Florencia lleva 32 años en la enseñanza. Dice que siempre recuerda aquel febrero de 1987, cuando la convocaron a trabajar en su querida Escuela San Luis Gonzaga del barrio Empalme Graneros, recién egresada como maestra y con 19 años. “Tengo una caja repleta de ‘tesoros’: allí guardo cada una de las cartitas, dibujos y tarjetas escritas por alumnos de distintas épocas, las conservo con mucho cariño”, expresa Florencia. Y reconoce que las anécdotas más lindas siempre están asociadas a los viajes, a los campamentos, a las salidas didácticas, a las ferias de ciencias, a las obras de teatro y los proyectos innovadores. Es entonces que elige contar la vez que para aprender sobre San Martín y los procesos que dieron lugar a la independencia viajaron con las maestras de 5to. grado y las alumnas y alumnos hasta San Lorenzo. Fue en una fecha cercana al 17 de agosto de 2014, para visitar el Convento San Carlos y el campo de La Gloria. Y por si fuera poco pensaron en filmar una película recreando los sucesos históricos.

“Para el día de la salida didáctica todos los varones fueron vestidos de granaderos a caballo o de realistas. Con ayuda de las familias se preparó algo de escenografía (unos cañones, un barquito, banderas, etc.). El día de la visita cuando íbamos descendiendo del colectivo la gente observaba con asombro a los chicos caracterizados de granaderos y realistas. De inmediato, se nos acercó alguien que nos invitó a participar del izamiento de la bandera en el Campo de la Gloria. Fue un momento de inexplicable emoción. Nos ubicamos en ronda alrededor del mástil e hicieron su entrada ceremoniosa dos granaderos que desplegaron una bandera gigantesca. Se hizo un silencio absoluto, chicos y grandes estábamos asombrados, sólo se escuchaba el canto de los pájaros… Todo se fue dando naturalmente, sin estar planeado, una vez izada la bandera marchamos como llevados por alguna fuerza detrás de los granaderos, para ingresar al convento”, describe Florencia.
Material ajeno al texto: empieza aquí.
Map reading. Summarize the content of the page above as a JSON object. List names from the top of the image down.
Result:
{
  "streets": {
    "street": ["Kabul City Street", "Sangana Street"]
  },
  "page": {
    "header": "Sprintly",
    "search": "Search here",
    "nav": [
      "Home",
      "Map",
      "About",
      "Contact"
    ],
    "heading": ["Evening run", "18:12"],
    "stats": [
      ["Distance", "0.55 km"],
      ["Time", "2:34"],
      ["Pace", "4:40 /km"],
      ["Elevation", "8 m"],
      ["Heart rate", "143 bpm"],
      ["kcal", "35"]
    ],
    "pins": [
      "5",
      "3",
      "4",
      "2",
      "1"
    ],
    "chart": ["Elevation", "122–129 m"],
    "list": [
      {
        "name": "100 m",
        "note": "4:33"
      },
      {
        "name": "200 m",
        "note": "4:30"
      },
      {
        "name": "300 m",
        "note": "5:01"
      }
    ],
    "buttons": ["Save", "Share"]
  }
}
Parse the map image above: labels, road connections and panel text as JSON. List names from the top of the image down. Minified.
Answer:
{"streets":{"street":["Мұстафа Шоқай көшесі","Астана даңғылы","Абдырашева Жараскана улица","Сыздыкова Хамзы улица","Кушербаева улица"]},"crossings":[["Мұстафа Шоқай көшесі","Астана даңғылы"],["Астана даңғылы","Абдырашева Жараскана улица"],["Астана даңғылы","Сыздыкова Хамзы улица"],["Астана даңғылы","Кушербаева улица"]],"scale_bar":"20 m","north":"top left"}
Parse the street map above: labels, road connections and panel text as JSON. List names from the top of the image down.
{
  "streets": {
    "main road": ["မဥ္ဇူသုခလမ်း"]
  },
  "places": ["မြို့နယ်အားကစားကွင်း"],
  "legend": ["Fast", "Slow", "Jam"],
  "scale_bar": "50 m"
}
La película se filmó y se presento el día del acto, donde también hubo dramatizaciones, bailes, palabras alusivas. “Pero ninguno de nosotros (chicos y maestros) olvidaremos lo experimentado y compartido”.

Graciela Susana Mónaco trabajó 36 años en la docencia. Ya jubilada repasa sus inicios en una escuela primaria en Villa Ana, en el departamento General Obligado, en el norte provincial. También sus días de clases en la Escuela 800 Joaquín Argüelles y en la N° 69 Gabriel Carrasco de Rosario. Dice que siempre se apasionó con la lectura, uno de sus elegidos para llevar a las clases, El Principito de Antoine de Saint-Exupéry, pero sobre todo siempre priorizó llevar el diario a sus clases. En esa experiencia de enseñar con las noticias, pudo desarrollar valiosas experiencias, como la vez que se encontraron con la novedad de que un famoso escritor y titiritero estaría de visita por Rosario.

En ese momento, Graciela era maestra de la Carrasco, la escuela de las hermanas Olga y Leticia Cossettini. Personalidades de la educación y la cultura viajaban a esta escuela a conocer esta experiencia pedagógica. Entre ellas una vez las visitó el escritor y titiritero Javier Villafañe (1906-1996). Resultó ser que varios años después, en el grado de Graciela leyeron aquel artículo sobre Villafañe, entonces surgió la idea de invitarlo a visitar otra vez la escuela. Movieron cielo y tierra y el titiritero llegó por segunda vez a la Carrasco. Fue en 1990. “Una gran mano nos dio Fontanarrosa, porque su hijo era alumno nuestro”, reconoce Graciela.

“Ese día fue una cosa de locos –disfruta la maestra de este recuerdo-, había gente por todos lados, todo el mundo participaba en la escuela que se llenó de emoción”. Una nota periodística, que Graciela describe como hermosísima, publicada en La Capital contó lo vivido en esa jornada.

“El tiempo ha pasado, otra siembra irá germinando, me sigue emocionando pensar que desde nuestro rol somos una parte importante de sus vidas”, regala al final la maestra de Alberdi.